日本歌人クラブ「2010年版・現代万葉集」 出詠3首
・わが心日々拉げゆく思いして朝刊夕刊ていねいに畳む・
上の句は比較的すらすらできたが、下の句に苦心した。「朝刊夕刊」と名詞を続けることに少々ためらいがあったが、逆にそこが成功したのではないかと思う。
・禍々しき事件の続く初なつに庭に咲きたるドクダミ摘まず・
心を痛める事件が相次いでいる。そういうときにはドクダミの白い花などにも、なにか魅かれる。「ドクダミ」は漢字の表記もあるが、読みにくいしカタカナの方が白の印象が鮮明になると思ったのでこうなった。
・空調の効きたる部屋にやすやすと絶滅危惧種の獣が眠る・
「やすやすと」という語に苦心した。
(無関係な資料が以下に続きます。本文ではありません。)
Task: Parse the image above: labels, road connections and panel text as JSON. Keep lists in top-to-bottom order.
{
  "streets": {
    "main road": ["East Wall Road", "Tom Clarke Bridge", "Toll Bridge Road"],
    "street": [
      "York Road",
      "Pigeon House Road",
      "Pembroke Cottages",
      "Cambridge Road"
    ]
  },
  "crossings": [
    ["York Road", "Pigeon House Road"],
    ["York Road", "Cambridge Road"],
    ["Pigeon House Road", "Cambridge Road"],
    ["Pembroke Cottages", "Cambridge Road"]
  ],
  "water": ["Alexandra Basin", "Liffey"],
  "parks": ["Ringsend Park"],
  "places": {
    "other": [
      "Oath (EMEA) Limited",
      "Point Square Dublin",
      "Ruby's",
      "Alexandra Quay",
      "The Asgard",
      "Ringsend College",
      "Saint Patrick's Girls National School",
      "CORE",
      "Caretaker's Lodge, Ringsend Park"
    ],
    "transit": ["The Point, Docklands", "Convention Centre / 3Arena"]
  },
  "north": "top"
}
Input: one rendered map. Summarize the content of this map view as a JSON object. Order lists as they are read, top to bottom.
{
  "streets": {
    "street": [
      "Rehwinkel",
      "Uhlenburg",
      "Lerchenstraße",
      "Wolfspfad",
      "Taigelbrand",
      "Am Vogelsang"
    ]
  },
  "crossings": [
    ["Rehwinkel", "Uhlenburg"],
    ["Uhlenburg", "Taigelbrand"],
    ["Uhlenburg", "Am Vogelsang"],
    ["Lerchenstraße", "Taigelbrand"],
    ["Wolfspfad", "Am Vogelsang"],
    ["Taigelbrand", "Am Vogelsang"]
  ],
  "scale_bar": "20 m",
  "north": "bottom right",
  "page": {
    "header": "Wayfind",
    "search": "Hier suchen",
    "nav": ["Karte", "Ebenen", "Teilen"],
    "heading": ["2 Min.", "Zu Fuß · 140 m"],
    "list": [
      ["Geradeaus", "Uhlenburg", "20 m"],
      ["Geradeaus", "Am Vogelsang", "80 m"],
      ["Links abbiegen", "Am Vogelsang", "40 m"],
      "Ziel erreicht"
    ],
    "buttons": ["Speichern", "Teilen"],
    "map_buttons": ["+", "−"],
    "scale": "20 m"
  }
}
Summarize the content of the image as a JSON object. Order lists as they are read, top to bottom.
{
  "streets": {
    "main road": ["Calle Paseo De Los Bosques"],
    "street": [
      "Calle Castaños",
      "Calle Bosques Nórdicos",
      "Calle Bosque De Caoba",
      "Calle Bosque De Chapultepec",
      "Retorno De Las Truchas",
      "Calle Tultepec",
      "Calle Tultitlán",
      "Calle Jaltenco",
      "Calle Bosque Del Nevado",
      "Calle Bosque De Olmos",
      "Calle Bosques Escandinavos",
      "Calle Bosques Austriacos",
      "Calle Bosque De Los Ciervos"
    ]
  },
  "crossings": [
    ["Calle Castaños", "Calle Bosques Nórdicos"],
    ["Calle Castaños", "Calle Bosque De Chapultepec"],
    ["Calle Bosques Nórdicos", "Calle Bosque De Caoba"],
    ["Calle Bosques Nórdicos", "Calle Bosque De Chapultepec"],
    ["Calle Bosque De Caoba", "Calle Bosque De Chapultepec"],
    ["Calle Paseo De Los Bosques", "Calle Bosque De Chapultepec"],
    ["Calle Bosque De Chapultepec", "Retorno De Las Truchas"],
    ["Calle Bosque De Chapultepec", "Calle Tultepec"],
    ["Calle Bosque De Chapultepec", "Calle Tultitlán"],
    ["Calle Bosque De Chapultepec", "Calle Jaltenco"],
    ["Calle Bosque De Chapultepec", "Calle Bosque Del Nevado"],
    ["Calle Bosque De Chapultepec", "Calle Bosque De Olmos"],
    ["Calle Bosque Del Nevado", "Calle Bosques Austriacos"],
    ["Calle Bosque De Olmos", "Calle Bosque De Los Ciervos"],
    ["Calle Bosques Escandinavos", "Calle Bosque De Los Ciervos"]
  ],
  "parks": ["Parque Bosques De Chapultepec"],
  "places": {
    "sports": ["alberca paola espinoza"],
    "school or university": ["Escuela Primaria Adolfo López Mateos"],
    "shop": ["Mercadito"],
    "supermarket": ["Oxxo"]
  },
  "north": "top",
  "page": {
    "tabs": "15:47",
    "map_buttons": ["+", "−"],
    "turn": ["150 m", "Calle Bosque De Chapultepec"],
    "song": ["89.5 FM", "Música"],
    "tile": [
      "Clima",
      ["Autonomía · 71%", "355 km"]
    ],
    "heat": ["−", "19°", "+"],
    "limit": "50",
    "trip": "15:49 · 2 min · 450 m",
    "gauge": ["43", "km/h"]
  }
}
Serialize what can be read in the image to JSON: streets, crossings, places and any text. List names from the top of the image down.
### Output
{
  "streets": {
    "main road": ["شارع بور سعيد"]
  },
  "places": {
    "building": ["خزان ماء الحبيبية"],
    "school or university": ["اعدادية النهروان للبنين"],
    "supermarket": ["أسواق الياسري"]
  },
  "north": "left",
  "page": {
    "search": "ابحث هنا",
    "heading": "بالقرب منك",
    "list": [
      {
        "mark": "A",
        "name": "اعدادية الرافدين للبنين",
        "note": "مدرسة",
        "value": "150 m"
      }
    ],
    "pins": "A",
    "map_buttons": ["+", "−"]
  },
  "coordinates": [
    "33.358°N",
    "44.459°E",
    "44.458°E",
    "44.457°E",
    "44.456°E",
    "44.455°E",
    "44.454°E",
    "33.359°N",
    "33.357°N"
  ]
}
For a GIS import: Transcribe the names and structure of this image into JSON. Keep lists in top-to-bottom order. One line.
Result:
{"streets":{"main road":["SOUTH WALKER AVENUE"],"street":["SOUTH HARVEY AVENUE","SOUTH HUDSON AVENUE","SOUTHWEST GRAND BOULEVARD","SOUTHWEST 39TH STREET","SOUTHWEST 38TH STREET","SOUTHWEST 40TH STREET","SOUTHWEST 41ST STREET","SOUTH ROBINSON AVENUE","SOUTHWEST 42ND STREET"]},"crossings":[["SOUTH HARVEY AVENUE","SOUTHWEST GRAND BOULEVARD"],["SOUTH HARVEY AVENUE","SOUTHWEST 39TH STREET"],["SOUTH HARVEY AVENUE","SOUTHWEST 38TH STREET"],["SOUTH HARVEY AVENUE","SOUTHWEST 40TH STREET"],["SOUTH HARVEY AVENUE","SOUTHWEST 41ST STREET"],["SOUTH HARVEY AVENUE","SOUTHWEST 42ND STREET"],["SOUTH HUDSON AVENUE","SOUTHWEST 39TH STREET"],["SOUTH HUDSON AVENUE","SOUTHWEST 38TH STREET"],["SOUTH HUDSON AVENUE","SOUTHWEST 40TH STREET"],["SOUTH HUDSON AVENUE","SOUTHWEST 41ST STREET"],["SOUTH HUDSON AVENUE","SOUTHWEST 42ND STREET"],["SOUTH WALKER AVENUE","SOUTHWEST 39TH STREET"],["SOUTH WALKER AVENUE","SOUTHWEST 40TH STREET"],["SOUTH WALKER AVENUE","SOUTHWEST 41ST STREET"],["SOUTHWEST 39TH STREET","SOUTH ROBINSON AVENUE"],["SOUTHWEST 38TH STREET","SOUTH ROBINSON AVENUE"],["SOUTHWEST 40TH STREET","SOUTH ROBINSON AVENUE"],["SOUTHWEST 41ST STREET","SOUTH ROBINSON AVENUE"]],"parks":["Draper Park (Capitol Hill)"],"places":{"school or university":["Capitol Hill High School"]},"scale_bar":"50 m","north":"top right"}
「絶滅危惧種の獣」を冷たく突き放している様に思われたがちだが、逆である。「絶滅危惧種の獣」の行く末に思いが及んだのである。「獣よ眠れ」では、たんなる「あわれみ」になってしまう。
付記1:< カテゴリー「岩田亨の短歌自註」「短歌の周辺」「身辺雑感」「多摩高20期同窓会」「大学の学問と僕の文芸」 >をクリックして、関連記事を参照してください。
付記2:「2010年版・現代万葉集」には作者名が「岩田享」と誤植されており、日本歌人クラブへ訂正を依頼しています。